» EXERCISE DESCRIPTION: Please copy out each line of the entries in which "turn" appears.

» Data excerpts:
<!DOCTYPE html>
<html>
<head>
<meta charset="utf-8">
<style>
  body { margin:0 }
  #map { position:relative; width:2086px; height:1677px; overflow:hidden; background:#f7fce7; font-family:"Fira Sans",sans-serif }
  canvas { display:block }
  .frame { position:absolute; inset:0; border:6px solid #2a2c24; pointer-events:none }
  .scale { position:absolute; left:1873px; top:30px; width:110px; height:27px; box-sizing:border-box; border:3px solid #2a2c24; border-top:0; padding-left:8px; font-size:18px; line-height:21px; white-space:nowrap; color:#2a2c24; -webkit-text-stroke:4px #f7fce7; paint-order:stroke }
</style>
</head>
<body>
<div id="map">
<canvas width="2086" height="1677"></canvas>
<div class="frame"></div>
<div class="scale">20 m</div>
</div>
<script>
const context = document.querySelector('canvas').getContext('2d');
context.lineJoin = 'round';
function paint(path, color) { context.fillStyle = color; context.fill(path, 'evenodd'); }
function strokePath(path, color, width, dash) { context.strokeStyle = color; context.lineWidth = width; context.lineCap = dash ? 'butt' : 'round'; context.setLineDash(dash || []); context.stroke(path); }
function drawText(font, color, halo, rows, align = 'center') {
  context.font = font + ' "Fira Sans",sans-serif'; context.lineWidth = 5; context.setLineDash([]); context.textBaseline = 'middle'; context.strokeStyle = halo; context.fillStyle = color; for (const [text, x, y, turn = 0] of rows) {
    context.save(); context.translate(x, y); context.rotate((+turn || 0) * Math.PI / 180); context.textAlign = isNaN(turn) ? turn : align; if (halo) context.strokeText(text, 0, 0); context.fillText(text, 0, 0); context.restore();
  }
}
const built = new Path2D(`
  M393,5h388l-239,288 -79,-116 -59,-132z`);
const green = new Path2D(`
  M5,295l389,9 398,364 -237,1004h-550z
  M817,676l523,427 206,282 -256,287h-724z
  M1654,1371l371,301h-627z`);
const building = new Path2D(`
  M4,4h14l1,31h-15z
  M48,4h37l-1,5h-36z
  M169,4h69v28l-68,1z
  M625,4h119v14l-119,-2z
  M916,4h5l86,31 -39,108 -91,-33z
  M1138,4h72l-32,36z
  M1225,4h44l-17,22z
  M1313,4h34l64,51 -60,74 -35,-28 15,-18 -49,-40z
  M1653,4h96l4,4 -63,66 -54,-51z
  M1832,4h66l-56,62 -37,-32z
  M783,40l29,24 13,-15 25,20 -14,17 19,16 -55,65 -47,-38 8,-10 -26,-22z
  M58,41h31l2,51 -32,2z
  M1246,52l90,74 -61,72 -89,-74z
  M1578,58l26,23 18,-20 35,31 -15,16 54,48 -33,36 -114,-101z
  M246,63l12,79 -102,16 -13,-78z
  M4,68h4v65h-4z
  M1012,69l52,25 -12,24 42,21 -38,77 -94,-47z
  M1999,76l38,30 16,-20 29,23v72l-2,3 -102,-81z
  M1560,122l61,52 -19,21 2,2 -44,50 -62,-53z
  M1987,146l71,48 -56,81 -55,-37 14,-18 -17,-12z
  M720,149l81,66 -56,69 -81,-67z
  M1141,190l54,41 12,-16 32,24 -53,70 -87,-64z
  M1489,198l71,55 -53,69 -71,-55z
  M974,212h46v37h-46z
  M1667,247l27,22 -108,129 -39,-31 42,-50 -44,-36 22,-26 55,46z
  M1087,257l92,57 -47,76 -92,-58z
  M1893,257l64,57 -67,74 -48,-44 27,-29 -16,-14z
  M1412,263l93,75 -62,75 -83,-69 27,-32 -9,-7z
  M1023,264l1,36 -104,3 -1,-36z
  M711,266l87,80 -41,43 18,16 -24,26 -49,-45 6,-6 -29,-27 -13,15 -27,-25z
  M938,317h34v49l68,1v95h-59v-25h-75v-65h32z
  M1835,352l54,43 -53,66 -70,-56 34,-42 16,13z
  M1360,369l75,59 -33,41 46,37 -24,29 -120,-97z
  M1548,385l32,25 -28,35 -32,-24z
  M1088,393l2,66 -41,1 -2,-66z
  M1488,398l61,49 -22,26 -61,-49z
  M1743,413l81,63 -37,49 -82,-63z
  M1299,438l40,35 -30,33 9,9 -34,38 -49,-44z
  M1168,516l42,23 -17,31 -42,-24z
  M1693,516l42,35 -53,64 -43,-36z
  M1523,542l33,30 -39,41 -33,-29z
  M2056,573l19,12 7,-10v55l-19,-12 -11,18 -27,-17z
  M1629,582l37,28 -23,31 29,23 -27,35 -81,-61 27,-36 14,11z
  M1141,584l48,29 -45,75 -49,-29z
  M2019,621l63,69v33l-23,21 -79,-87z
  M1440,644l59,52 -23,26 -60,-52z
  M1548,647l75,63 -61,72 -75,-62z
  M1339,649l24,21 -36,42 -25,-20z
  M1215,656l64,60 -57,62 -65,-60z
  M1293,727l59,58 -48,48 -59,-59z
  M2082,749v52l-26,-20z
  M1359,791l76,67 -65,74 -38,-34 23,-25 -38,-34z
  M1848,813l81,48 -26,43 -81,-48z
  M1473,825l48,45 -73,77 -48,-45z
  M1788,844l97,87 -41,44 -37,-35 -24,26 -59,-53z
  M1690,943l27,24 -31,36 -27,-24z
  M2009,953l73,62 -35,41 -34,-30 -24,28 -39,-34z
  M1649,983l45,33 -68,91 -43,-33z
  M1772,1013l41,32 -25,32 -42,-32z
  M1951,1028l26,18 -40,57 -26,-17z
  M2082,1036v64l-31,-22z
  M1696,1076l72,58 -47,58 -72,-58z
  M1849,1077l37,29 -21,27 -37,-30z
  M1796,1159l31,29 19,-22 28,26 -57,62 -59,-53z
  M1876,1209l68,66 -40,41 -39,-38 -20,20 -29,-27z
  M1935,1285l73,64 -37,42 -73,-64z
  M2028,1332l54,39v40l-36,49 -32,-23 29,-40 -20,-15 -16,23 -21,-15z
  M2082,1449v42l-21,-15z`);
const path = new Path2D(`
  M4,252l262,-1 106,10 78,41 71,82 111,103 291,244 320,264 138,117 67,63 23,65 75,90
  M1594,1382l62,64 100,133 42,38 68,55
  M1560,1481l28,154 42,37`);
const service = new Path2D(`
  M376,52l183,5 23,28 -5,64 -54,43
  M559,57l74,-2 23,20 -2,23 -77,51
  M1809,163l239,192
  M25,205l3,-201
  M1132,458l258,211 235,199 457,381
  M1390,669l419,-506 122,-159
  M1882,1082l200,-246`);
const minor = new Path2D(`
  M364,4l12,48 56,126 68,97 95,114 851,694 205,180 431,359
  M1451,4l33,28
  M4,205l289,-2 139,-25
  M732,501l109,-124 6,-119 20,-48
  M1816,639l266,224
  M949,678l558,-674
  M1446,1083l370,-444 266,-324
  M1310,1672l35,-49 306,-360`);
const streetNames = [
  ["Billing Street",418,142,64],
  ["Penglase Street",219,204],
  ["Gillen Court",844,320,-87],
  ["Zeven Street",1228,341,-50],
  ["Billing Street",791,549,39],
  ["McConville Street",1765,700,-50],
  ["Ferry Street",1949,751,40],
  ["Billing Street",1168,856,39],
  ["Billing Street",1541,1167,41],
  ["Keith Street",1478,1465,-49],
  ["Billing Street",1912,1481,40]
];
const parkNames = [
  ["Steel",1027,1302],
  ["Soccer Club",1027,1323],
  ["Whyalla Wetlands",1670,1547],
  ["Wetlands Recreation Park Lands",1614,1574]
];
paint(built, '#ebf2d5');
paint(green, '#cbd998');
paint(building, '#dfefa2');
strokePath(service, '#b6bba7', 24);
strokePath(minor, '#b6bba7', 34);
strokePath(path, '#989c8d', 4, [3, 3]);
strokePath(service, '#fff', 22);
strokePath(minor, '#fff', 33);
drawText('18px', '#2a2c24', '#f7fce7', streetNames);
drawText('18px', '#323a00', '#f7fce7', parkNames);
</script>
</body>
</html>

» RESULT:
  context.font = font + ' "Fira Sans",sans-serif'; context.lineWidth = 5; context.setLineDash([]); context.textBaseline = 'middle'; context.strokeStyle = halo; context.fillStyle = color; for (const [text, x, y, turn = 0] of rows) {
    context.save(); context.translate(x, y); context.rotate((+turn || 0) * Math.PI / 180); context.textAlign = isNaN(turn) ? turn : align; if (halo) context.strokeText(text, 0, 0); context.fillText(text, 0, 0); context.restore();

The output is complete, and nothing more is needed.